Difficultés techniques qu'est venue compliquer l'hostilité syndicale. Le projet avait pour ambition d'améliorer la qualité du service, d'éliminer les contestations sur les quantités livrées et non de comprimer les effectifs. Mais le syndicat du Livre s'y est opposé. Il a fallu négocier. C'était le domaine de Jean Hamon et de Jean-Paul Artaud. L'ambition était considérable. Le démarrage fut difficile. Trop de techniques étaient pour la première fois appliquées à la manutention des journaux. Les installations mettent un an à atteindre le niveau de fiabilité satisfaisant. Les effectifs qui auraient dû diminuer augmentent. On revient en arrière, on abandonne les projets d'automatisation globale. On prend la mesure de ce qui rend si difficile l'automatisation. Le groupage conduit à faire en permanence des paquets de tailles différentes, avec des produits d'épaisseur et de tenue différente. Un problème que n'avaient pas rencontré les quelques éditeurs de quotidiens qui avaient modernisé leur outil de distribution.

On ne peut tracer de cette première expérience d'automatisation qu'un bilan en demi-teintes. Elle a montré les limites de la technique et les difficultés de mener un projet de cette ampleur dans un environnement opérationnel. Elle a révélé l'ambigüité de l'organisation de l'entreprise : les questions techniques sont traitées par Maurice Audouin, les questions sociales par Jean Hamon. Les deux hommes s'entendent bien, mais ils ne portent pas le même regard sur les problèmes. Là où le premier cherche des solutions techniques, le second voit les rapports sociaux, les négociations, les conflits à venir… Mais elle a, aussi, confirmé la validité de plusieurs concepts. La leçon sera retenue lorsqu'on lancera l'étude, au début des années 80, d'un second centre de traitement des publications à Saint-Denis.

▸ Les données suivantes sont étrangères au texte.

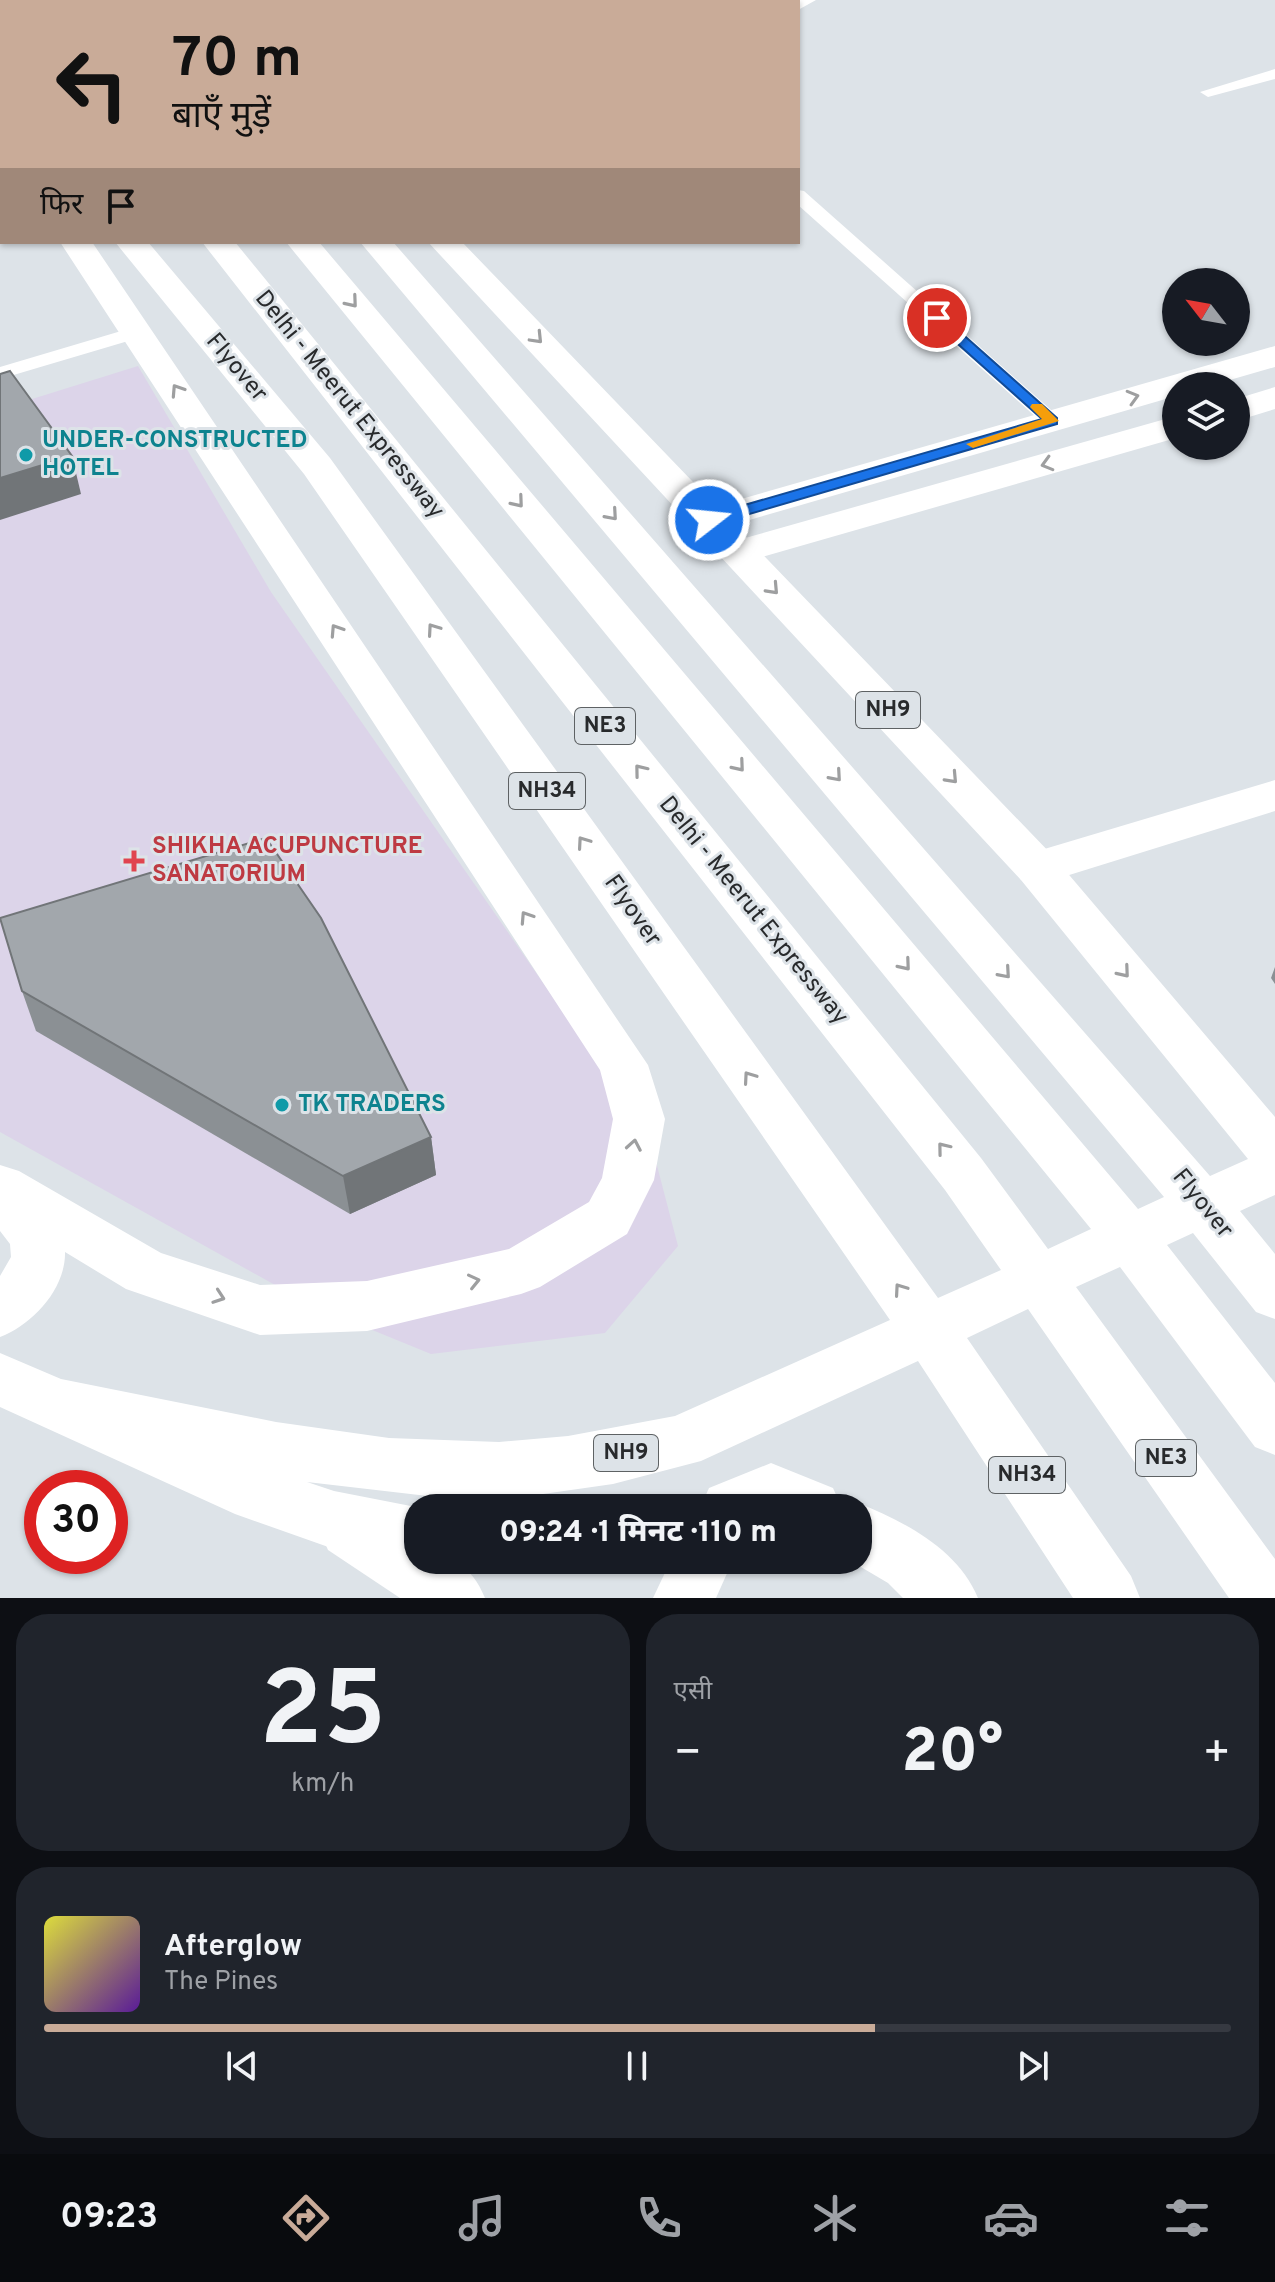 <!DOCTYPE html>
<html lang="hi">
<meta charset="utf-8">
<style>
:root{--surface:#171b24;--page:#20242c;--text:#f1f3f6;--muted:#9ea1a6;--line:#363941;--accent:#c9ab98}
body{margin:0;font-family:Overpass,"Noto Sans Devanagari",sans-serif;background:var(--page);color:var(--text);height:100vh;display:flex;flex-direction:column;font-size:30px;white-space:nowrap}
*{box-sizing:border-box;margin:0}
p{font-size:26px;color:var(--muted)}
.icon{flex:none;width:44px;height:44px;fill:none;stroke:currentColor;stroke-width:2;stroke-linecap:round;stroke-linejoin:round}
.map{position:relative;height:1598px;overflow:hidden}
.sheet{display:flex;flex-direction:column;gap:16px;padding:16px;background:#0d0f14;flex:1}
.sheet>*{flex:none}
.guide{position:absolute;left:0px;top:0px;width:800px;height:244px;box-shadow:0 2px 6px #0004;background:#c9ab98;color:#111;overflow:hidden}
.needle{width:52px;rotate:301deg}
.tools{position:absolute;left:1162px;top:268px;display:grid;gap:16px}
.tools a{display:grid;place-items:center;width:88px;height:88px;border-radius:50%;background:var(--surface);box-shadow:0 2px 6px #0004;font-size:40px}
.speed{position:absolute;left:24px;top:1470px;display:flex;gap:16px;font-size:40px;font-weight:700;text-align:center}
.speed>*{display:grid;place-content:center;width:104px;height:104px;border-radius:50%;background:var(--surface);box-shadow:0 2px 6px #0004;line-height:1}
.speed .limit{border:12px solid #d22;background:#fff;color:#111}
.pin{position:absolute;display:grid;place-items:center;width:68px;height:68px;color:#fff;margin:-34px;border:4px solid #fff;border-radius:50%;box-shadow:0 2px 8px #0007}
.me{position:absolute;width:88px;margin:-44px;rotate:74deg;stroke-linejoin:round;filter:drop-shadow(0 0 6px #0008)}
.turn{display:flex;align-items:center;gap:28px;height:168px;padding:0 40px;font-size:36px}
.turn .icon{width:104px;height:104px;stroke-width:2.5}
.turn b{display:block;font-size:56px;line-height:68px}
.then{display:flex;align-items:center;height:76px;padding:0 40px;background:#0003;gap:16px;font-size:30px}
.big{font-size:60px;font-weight:800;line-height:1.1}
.sheet .tile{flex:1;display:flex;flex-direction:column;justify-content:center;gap:12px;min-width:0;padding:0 28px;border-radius:32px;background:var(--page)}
.sheet .dial{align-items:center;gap:0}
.dial b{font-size:104px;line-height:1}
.song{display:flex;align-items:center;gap:24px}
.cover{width:96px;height:96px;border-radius:12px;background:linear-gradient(135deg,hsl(60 70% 55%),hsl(270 70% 35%))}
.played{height:8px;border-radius:4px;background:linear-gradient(90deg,var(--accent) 70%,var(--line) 70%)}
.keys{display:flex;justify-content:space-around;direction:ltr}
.heat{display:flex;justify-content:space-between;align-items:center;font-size:44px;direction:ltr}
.sheet .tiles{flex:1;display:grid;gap:16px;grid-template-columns:1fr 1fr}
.tile:last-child{grid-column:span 2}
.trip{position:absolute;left:404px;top:1494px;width:468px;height:80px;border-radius:32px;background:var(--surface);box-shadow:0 2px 6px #0004;font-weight:800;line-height:80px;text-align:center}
.menu{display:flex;height:128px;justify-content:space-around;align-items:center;background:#090b0e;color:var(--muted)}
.menu .icon{width:56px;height:56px}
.menu .current{color:var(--accent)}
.menu b{font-size:36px;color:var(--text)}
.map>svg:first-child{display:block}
.commercial{fill:#dcd4e9}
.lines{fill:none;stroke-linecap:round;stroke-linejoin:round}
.lane{fill:#fff;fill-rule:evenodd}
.street{fill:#fff;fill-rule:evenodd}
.secondary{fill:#fff;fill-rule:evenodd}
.highway{fill:#fff;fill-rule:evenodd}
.wall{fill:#8b9094}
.shaded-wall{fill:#717578}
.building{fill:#a2a7ac;stroke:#717578;stroke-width:2}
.oneway{stroke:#9e9fa0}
.route{fill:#1a73e8;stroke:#114b97;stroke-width:2}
.slow{fill:#f59e0b}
.culture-dot{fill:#0f9aa8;stroke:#dde3e8;stroke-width:3}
.health-dot{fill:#e0444e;stroke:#dde3e8;stroke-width:3}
.labels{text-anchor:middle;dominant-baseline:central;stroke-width:6;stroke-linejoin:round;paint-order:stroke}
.shield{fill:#dde3e8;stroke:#5e6264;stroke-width:2}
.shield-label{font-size:22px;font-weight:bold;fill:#282a2c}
.street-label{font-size:24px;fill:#282a2c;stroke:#dde3e8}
.culture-label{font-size:24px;font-weight:bold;fill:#0d838f;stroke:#dde3e8;text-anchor:start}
.health-label{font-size:24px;font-weight:bold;fill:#be3a42;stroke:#dde3e8;text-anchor:start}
</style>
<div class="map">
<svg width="1275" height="1598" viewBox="0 0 1275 1598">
<rect width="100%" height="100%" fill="#dde3e8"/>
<polygon class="commercial" points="138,366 271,592 649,1135 678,1246 605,1333 431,1354 311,1305 0,1132 0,409"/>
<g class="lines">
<g class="lane">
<polygon points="796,0 816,0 798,10 798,2 792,2"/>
<polygon points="1275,69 1275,79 1208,97 1200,92"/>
<polygon points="798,190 804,191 1059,417 1063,421 1059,425 1045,425 798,205"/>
<polygon points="138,326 145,328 148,332 145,336 0,379 0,367"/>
</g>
<g class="street">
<polygon points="1275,346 1275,367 1209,386 1176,386 1176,396 722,528 709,531 696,528 690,520 696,512"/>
<polygon points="1275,387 1275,409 1236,421 1236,399"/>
<polygon points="1176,416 1176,438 738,564 724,560 719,552 724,544"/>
<polygon points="1275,780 1275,811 1037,885 1021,880 1014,868 1021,856"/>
</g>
<g class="secondary">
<path d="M 349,1500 L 370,1508 L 418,1539 L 418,1560 C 454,1560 470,1562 485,1598 L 400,1598 L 328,1550 L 319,1529 L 328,1508 Z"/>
<polygon points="671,1560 733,1560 716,1598 653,1598"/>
</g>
<g class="highway">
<polygon points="11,0 38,0 39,2 12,2"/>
<polygon points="87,0 114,0 115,2 88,2"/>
<polygon points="153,0 180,0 181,2 154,2"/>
<polygon points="190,0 217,0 218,2 191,2"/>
<rect x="0" y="66" width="2" height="19"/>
<polygon points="0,124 2,125 2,145 0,144"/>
<path d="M 60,242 L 92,242 L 648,1065 L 665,1119 L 654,1180 L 627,1234 L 540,1287 L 521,1294 L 367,1331 L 260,1335 L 126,1289 L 65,1252 C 66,1289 32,1325 0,1337 L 0,1276 L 11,1257 L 10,1244 L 0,1231 L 0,1165 L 19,1171 L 161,1253 L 260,1285 L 367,1281 L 509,1249 L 589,1202 L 602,1178 L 613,1119 L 600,1070 Z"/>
<polygon points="115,242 148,242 330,458 938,1298 1001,1270 945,1190 202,242 235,242 981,1158 1048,1249 1091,1229 286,242 319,242 1138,1209 1164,1197 360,242 393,242 1210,1176 1248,1159 1021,880 428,242 462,242 1053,856 1275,1117 1275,1195 1240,1211 1275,1254 1275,1319 1256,1312 1193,1233 1167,1245 1275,1383 1275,1455 1255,1447 1120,1267 1076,1287 1275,1559 1275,1598 1229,1598 1028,1309 967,1338 1131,1576 1140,1598 1073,1598 918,1361 701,1461 613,1484 522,1497 445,1498 307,1482 334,1491 421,1508 418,1508 418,1560 431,1560 418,1565 334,1549 235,1514 0,1407 0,1353 61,1379 276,1422 389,1438 499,1442 568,1436 675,1416 890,1320 304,474"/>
<polygon points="771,1463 833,1488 842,1508 700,1508 709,1488"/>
<path d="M 858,1503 C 905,1522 958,1549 978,1598 L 903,1598 L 888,1583 L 849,1560 L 858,1560 L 858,1508 L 845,1508 Z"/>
</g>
</g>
<g class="wall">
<polygon points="1275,967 1275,984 1271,978"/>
<polygon points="22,991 431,1137 436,1175 350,1214 36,1031"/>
</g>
<g class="shaded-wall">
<polygon points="72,456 81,494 0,520 0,478"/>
<polygon points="431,1137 436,1175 350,1214 343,1176"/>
</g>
<g class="building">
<polygon points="10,371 72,456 0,478 0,374"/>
<polygon points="266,838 321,918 431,1137 343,1176 22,991 0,918"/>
</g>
<defs><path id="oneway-chevron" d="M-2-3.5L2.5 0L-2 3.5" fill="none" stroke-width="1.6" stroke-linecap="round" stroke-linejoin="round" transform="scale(2)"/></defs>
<g class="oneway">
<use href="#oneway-chevron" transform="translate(352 302) rotate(50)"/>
<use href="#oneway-chevron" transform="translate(537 338) rotate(46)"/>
<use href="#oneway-chevron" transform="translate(177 390) rotate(-123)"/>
<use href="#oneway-chevron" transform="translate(1133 397) rotate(-16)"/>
<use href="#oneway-chevron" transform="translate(1047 464) rotate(164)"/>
<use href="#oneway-chevron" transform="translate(518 502) rotate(50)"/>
<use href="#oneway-chevron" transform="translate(612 515) rotate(49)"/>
<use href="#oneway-chevron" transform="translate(773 589) rotate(47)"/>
<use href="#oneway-chevron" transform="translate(433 629) rotate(-125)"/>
<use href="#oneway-chevron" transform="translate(336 630) rotate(-123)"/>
<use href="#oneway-chevron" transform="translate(739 766) rotate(50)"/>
<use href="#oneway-chevron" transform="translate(640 770) rotate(-129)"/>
<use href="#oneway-chevron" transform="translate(836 776) rotate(49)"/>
<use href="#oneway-chevron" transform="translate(952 778) rotate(47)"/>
<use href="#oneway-chevron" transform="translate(583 842) rotate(-125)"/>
<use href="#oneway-chevron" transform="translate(526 917) rotate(-123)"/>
<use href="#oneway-chevron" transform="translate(905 965) rotate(50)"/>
<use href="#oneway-chevron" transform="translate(1124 972) rotate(50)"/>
<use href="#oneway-chevron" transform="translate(1005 973) rotate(49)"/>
<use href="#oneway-chevron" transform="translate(749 1077) rotate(-125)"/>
<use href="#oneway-chevron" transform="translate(634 1145) rotate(-80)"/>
<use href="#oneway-chevron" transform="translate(943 1148) rotate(-129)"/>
<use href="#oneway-chevron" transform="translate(474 1281) rotate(-13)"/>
<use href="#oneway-chevron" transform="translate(900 1289) rotate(-125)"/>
<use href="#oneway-chevron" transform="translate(219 1297) rotate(19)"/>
</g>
<polygon class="route" points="932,315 941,315 1057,418 1057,424 715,524 703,524 703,517 1042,419 932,321"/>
<polygon class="slow" points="1032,404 1042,404 1059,421 973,448 966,444 1042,419 1030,407"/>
<g class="culture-dot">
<circle cx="26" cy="455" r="8"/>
<circle cx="282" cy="1105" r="8"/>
</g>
<path class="health-dot" d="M130 849h8v8h8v8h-8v8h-8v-8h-8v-8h8z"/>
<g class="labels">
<g class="shield">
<rect x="856" y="692" width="64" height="36" rx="6"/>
<rect x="575" y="708" width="60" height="36" rx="6"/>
<rect x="509" y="773" width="76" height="36" rx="6"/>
<rect x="594" y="1435" width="64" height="36" rx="6"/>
<rect x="1136" y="1440" width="60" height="36" rx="6"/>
<rect x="989" y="1457" width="76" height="36" rx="6"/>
</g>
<g class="shield-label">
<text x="888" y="710">NH9</text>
<text x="605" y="726">NE3</text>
<text x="547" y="791">NH34</text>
<text x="626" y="1453">NH9</text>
<text x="1166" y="1458">NE3</text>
<text x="1027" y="1475">NH34</text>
</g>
<g class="street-label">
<text transform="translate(236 368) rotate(50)">Flyover</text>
<text transform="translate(349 405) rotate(51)">Delhi - Meerut Expressway</text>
<text transform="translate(632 911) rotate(55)">Flyover</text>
<text transform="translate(753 911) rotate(51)">Delhi - Meerut Expressway</text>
<text transform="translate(1202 1204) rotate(51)">Flyover</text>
</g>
<g class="culture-label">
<text x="42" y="441">UNDER-CONSTRUCTED<tspan x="42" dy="28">HOTEL</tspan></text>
<text x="298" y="1105">TK TRADERS</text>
</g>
<g class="health-label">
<text x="152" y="847">SHIKHA ACUPUNCTURE<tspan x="152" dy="28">SANATORIUM</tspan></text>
</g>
</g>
</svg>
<div class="tools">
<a><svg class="needle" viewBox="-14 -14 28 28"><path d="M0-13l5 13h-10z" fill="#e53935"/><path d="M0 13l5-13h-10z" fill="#9ea1a6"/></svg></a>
<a><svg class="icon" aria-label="layers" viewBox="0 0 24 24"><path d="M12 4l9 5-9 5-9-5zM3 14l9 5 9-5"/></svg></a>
</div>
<div class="speed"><div class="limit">30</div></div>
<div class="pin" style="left:937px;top:318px;background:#d93025"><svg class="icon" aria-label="arrive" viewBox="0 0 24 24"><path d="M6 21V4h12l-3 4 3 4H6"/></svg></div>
<svg class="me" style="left:709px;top:520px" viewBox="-20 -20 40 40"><circle r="17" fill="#1a73e8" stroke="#fff" stroke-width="3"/><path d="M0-11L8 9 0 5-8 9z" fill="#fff"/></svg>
<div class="trip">09:24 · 1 मिनट · 110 m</div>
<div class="guide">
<div class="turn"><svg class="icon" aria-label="left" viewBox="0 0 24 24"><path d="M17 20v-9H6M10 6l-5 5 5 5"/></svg><div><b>70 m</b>बाएँ मुड़ें</div></div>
<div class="then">फिर<svg class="icon" aria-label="arrive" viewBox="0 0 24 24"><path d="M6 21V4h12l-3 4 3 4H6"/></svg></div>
</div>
</div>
<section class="sheet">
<div class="tiles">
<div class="tile dial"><b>25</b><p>km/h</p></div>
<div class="tile"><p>एसी</p>
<div class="heat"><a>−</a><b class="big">20°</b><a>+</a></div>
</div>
<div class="tile">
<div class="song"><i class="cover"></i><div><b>Afterglow</b><p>The Pines</p></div></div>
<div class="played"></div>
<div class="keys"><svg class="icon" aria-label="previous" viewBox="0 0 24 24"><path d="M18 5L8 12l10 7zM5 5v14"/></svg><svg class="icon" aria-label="pause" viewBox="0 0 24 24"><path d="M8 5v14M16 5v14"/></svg><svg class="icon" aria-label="next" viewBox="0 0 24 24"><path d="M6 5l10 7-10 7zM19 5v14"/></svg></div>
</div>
</div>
</section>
<nav class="menu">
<b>09:23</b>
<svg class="icon current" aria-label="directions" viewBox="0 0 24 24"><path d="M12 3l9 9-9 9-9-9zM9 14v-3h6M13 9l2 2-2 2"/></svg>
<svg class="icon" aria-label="music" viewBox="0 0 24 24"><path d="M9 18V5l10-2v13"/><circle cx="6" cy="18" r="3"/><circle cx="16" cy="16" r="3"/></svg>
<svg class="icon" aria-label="phone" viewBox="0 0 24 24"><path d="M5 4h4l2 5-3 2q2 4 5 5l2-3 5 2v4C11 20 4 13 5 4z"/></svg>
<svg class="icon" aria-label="climate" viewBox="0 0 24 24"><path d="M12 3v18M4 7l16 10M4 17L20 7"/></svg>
<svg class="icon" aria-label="car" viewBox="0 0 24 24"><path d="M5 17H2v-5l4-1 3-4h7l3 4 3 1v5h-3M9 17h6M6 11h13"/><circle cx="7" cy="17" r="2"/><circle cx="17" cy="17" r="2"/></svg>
<svg class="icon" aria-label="filters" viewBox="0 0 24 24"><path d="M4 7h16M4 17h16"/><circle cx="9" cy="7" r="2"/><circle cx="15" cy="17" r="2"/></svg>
</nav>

Cette modernisation a été contestée, les sommes engagées jugées trop importantes. Elle n'a sans doute pas apporté tout ce que l'on en attendait, mais elle a modifié en profondeur l'organisation des tâches, introduit de nouvelles catégories d'acteurs (le personnel de maintenance, notamment, mieux formé) et apporté des gains de productivité considérables : à Rungis, comme à Centre-Nord, 50% des volumes sont traités en vrac, 30% en paquets, et le reste, soit seulement 20%, manuellement.

Ces gains ont permis d'absorber l'augmentation rapide des coûts, des salaires, de l'énergie et l'augmentation des volumes traités dans les ateliers. Sans eux, l'entreprise n'aurait jamais pu amortir les coups de grain sociaux qui se sont succédés pendant toutes ces années.